Bisher konzentrierte sich die Aufmerksamkeit auf zwei Namen: Günther Oettinger und Pierre Moscovici. Oettinger, ein Intimus von Kanzlerin Angela Merkel, würde gerne die Handelspolitik übernehmen.
Die Kanzlerin ist es auch, die das Interesse auf Moscovici gerichtet hat. Denn der konservative Teil der Bundesregierung möchte verhindern, dass der ehemalige Finanzminister (ein Sozialist) Wirtschafts- und Währungskommissar wird. Gestern wurde ein Entwurf bekannt, der „Mosco“ als Verlierer dastehen lässt: Demnach soll er nur für Wettbewerb zuständig werden, während Oettinger den Handel verwalten dürfte. Allerdings hatte Juncker den Franzosen da noch nicht zum Vorstellungsgespräch getroffen. Entscheidungen fallen erst am Wochenende, sagte seine Sprecherin.
Noch mehr Sorgen bereiten dürfte Juncker, dass die 28 EU-Staaten viel zu wenig Frauen nominiert haben. Sein Team sollte mindestens 10 Frauen haben, also eine mehr als bisher. Derzeit sind es nur acht. Und auch das nur, weil sich Belgien in einer hitzigen Nachtsitzung dazu durchrang, die konservative Europaabgeordnete Marianne Thyssen zu benennen. Von Parität ist die neue Kommission immer noch meilenweit entfernt. Juncker und seinen Kommissaren droht deshalb Ärger im Europaparlament. Es muss der neuen Kommission zustimmen – und hat eine bessere Frauenquote gefordert. Einige Abgeordnete haben sogar gedroht, Junckers Team durchfallen zu lassen, wenn es nicht weiblicher wird. Juncker versucht nun, den Kritikern den Wind aus den Segeln zu nehmen, indem er die Damen mit besseren Posten betraut. Doch vorher muss er noch eine andere Frage lösen: Wie soll die Brüsseler Behörde künftig organisiert werden?

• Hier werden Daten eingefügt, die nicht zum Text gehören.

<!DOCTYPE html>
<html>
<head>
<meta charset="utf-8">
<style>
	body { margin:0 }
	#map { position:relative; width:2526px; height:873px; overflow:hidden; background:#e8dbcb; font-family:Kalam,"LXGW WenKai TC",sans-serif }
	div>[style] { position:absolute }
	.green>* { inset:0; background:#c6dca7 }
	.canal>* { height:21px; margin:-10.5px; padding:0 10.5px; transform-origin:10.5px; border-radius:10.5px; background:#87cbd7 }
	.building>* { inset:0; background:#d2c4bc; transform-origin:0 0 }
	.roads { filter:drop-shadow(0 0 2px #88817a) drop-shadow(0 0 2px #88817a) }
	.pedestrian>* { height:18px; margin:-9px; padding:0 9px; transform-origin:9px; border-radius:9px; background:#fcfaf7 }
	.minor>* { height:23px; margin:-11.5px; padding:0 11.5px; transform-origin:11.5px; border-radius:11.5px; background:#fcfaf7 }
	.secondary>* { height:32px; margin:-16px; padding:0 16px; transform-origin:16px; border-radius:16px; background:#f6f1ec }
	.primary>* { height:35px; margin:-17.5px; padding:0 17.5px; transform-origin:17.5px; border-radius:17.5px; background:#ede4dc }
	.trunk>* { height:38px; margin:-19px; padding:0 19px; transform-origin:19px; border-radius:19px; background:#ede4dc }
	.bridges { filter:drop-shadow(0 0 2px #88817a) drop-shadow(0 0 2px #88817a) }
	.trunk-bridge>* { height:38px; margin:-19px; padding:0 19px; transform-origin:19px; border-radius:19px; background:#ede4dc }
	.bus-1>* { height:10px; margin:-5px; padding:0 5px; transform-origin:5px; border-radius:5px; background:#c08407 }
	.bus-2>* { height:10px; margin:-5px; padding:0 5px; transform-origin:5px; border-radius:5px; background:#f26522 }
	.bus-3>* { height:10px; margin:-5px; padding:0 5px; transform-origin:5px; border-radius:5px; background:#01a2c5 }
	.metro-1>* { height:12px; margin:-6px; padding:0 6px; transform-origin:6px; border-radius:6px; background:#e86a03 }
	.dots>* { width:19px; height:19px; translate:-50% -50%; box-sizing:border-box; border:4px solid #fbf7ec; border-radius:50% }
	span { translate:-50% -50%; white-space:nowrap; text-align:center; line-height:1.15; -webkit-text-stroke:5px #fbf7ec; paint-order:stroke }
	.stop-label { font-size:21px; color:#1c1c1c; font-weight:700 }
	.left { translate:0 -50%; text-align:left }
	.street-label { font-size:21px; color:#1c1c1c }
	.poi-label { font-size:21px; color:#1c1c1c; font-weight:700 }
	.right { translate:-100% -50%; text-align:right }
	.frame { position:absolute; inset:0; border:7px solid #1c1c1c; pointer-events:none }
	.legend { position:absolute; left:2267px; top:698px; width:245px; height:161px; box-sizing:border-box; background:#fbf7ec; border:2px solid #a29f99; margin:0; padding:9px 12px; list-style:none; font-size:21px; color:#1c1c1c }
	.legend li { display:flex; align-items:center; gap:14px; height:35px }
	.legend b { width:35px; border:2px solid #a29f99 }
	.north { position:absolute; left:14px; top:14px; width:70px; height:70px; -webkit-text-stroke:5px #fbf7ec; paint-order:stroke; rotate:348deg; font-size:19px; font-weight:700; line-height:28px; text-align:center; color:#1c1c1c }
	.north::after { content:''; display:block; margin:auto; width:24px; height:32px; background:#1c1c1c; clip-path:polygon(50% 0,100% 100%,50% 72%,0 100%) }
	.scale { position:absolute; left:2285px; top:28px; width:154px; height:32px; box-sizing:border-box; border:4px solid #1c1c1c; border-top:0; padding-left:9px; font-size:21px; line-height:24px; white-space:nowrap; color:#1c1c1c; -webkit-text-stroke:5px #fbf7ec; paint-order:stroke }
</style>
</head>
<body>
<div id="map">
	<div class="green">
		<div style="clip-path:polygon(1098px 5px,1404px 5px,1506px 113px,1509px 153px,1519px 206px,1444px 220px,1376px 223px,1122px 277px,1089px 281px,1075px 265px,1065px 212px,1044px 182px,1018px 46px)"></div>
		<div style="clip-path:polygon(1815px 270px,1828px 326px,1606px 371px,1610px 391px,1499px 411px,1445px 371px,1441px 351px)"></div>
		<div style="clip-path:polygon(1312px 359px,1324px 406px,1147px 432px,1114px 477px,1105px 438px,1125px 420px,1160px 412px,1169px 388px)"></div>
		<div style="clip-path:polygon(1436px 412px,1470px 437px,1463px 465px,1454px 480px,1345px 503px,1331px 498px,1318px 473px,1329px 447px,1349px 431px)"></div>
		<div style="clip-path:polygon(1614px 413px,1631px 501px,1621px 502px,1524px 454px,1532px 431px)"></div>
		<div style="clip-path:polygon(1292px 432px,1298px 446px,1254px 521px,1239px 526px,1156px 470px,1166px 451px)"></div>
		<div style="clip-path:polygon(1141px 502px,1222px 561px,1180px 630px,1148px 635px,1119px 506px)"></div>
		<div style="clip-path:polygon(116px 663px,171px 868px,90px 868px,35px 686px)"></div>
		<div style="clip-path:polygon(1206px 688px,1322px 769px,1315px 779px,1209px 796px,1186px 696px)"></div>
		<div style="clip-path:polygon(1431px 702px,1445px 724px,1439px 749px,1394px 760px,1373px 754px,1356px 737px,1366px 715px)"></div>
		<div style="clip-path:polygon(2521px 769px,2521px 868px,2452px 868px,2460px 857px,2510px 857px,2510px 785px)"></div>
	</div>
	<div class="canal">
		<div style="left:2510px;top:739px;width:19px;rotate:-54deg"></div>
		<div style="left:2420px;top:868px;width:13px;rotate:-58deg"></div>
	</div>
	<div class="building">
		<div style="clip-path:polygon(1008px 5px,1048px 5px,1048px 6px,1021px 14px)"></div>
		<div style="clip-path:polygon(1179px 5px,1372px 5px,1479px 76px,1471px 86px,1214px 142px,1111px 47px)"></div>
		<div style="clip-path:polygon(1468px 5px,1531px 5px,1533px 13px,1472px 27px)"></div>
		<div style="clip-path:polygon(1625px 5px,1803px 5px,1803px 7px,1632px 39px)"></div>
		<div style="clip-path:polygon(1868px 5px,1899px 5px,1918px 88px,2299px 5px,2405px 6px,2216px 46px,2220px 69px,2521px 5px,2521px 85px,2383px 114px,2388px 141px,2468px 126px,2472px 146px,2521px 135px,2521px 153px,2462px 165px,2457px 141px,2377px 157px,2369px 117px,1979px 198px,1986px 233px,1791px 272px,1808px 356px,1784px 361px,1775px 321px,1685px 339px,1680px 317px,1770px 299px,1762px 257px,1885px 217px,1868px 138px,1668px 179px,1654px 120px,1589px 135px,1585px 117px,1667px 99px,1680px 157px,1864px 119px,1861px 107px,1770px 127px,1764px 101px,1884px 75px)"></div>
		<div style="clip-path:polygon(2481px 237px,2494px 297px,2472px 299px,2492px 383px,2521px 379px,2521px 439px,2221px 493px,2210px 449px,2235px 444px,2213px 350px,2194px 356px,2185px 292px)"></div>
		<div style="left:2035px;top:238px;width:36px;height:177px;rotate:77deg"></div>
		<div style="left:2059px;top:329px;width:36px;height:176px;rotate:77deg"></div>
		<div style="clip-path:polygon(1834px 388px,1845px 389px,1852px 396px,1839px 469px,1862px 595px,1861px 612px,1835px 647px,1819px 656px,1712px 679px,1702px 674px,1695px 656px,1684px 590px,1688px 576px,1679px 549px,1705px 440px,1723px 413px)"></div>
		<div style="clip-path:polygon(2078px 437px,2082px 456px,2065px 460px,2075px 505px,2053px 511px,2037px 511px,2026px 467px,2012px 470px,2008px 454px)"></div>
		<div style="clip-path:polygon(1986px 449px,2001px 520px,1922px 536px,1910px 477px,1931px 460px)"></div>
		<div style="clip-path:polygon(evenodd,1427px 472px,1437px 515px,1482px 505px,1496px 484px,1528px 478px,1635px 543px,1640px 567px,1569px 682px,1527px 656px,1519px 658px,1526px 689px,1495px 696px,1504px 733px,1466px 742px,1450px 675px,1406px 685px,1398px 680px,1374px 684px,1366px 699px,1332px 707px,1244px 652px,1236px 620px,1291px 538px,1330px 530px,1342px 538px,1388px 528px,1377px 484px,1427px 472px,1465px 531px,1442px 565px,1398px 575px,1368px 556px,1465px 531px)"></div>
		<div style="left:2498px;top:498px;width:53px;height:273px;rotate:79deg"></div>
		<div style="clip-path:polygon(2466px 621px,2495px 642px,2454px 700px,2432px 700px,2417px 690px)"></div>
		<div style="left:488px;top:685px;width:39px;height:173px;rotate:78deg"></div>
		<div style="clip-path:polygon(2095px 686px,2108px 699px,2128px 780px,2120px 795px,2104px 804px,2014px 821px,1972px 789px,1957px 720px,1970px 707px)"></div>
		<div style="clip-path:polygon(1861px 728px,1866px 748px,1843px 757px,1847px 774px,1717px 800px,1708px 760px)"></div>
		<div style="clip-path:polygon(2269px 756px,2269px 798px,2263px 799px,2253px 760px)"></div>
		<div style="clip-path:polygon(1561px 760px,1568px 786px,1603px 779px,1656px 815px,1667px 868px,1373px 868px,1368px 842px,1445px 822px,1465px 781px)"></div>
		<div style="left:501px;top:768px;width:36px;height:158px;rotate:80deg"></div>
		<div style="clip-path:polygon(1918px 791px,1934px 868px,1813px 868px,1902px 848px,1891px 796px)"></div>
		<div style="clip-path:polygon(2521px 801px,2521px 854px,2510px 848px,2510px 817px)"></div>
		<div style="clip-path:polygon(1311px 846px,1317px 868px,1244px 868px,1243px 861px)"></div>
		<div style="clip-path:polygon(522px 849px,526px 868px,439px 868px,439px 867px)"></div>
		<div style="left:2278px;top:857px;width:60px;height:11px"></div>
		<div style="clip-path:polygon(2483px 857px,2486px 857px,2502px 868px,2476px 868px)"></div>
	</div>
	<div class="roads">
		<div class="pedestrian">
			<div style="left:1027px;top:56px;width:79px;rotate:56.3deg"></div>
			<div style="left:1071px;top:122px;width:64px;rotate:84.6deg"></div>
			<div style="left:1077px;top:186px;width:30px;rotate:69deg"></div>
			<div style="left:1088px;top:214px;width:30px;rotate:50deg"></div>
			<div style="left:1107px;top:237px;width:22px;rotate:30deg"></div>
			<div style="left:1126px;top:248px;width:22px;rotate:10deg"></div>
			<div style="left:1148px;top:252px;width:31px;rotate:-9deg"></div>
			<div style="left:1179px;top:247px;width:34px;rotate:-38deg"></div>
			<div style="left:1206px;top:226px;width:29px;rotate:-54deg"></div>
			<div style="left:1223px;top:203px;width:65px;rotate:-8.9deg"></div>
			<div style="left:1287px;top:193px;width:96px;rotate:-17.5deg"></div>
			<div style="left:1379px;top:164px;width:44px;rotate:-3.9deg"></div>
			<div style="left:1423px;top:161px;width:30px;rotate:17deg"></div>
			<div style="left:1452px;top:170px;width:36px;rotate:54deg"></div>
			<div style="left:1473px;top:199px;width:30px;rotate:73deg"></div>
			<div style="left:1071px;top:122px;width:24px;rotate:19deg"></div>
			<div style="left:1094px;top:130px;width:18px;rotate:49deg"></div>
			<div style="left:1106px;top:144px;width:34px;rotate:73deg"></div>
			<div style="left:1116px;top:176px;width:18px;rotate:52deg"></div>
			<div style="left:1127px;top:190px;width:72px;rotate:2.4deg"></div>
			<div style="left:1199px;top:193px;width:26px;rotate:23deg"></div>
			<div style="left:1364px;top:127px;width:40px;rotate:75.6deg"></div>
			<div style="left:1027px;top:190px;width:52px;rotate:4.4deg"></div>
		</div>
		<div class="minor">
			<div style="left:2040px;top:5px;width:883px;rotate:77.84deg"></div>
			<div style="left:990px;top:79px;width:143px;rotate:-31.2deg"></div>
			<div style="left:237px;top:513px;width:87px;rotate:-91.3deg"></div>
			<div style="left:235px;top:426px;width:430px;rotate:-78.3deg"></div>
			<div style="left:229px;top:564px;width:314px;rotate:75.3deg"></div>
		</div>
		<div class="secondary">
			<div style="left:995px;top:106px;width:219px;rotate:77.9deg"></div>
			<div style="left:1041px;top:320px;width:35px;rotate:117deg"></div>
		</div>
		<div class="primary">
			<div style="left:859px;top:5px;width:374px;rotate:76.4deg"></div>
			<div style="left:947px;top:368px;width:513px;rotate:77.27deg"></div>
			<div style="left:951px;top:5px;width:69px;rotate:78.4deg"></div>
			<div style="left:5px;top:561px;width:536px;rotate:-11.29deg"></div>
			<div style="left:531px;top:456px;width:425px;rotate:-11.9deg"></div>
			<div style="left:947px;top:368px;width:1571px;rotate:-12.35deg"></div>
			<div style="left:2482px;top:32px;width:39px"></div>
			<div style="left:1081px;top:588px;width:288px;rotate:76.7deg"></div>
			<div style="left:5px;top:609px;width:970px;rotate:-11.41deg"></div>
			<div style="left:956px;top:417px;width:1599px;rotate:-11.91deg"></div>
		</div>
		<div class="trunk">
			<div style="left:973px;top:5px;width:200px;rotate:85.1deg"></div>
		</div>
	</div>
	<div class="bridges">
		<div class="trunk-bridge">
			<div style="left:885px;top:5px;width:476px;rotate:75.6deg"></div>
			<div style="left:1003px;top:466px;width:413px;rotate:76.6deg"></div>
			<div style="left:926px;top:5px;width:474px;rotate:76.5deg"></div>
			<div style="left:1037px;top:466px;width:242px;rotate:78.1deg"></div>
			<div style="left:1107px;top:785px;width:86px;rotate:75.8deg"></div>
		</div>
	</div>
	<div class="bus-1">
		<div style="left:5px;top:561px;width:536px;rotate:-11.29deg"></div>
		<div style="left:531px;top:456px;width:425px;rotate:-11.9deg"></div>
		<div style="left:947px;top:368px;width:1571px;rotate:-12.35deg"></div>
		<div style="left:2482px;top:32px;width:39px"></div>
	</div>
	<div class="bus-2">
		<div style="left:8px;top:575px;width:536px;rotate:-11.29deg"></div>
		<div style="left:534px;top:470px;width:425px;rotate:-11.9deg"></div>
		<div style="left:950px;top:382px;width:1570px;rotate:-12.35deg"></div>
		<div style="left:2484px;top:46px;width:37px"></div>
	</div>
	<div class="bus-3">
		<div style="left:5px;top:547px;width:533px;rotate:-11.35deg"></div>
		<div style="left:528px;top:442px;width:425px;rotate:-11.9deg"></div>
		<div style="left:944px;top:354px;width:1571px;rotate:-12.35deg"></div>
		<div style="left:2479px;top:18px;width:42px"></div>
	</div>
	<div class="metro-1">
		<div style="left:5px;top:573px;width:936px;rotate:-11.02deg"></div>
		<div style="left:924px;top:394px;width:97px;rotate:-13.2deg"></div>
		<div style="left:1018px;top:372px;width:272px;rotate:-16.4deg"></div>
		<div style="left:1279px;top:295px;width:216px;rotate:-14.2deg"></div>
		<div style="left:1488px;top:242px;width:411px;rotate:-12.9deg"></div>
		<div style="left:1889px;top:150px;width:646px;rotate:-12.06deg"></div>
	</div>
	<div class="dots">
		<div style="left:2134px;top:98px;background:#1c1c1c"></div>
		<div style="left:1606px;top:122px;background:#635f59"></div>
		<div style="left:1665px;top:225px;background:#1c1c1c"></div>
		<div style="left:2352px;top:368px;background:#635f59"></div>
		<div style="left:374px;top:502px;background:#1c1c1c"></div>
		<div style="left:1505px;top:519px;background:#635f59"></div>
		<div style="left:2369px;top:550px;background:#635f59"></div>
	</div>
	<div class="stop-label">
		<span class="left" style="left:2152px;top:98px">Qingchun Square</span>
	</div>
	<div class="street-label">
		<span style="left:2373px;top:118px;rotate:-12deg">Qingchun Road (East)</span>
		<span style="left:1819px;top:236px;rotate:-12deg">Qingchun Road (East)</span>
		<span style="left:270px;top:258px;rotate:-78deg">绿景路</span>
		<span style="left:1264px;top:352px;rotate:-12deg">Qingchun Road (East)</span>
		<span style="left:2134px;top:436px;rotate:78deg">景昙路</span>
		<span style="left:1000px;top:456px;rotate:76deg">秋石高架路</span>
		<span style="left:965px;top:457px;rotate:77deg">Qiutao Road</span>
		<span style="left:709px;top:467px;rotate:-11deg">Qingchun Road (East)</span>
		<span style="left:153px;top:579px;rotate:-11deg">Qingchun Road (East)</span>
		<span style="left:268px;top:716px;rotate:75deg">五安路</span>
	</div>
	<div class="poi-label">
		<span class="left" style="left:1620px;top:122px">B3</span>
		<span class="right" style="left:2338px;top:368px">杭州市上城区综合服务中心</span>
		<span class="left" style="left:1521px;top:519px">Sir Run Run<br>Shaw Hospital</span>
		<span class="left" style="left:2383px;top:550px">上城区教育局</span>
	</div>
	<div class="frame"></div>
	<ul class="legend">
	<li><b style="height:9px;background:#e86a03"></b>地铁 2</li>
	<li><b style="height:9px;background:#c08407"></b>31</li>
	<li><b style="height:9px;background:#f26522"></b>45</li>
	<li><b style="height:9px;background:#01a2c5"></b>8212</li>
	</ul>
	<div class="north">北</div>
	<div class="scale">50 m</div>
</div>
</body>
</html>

Bisher war jeder Kommissar für ein Themenfeld zuständig, künftig soll es sogenannte „Cluster“ geben. Diese Schwerpunkte könnten von Superkommissaren geleitet werden, die die Fachkommissare steuern – böse Zungen sprechen auch von Aufsehern. Sie sollen Juncker vertreten und mehr Politiker als Verwalter sein. Dahinter steht die Idee, dass die EU-Kommission politischer werden soll. Fast wie eine „richtige“ Regierung – auch wenn sie nicht gewählt ist. Doch wer möchte sich schon von einem Aufseher kontrollieren lassen? Und wieso sollen einige Länder Superkommissare bekommen, andere nicht? Nach dem Entwurf würden Deutschland und Frankreich leer ausgehen, die kleinen Niederlande hingegen dürften mit Frans Timmermans für den Bürokratieabbau („Better Regulation“) das große Los ziehe. Das könnte noch Ärger geben – denn auch die EU-Staaten müssen Junckers Dreamteam zustimmen.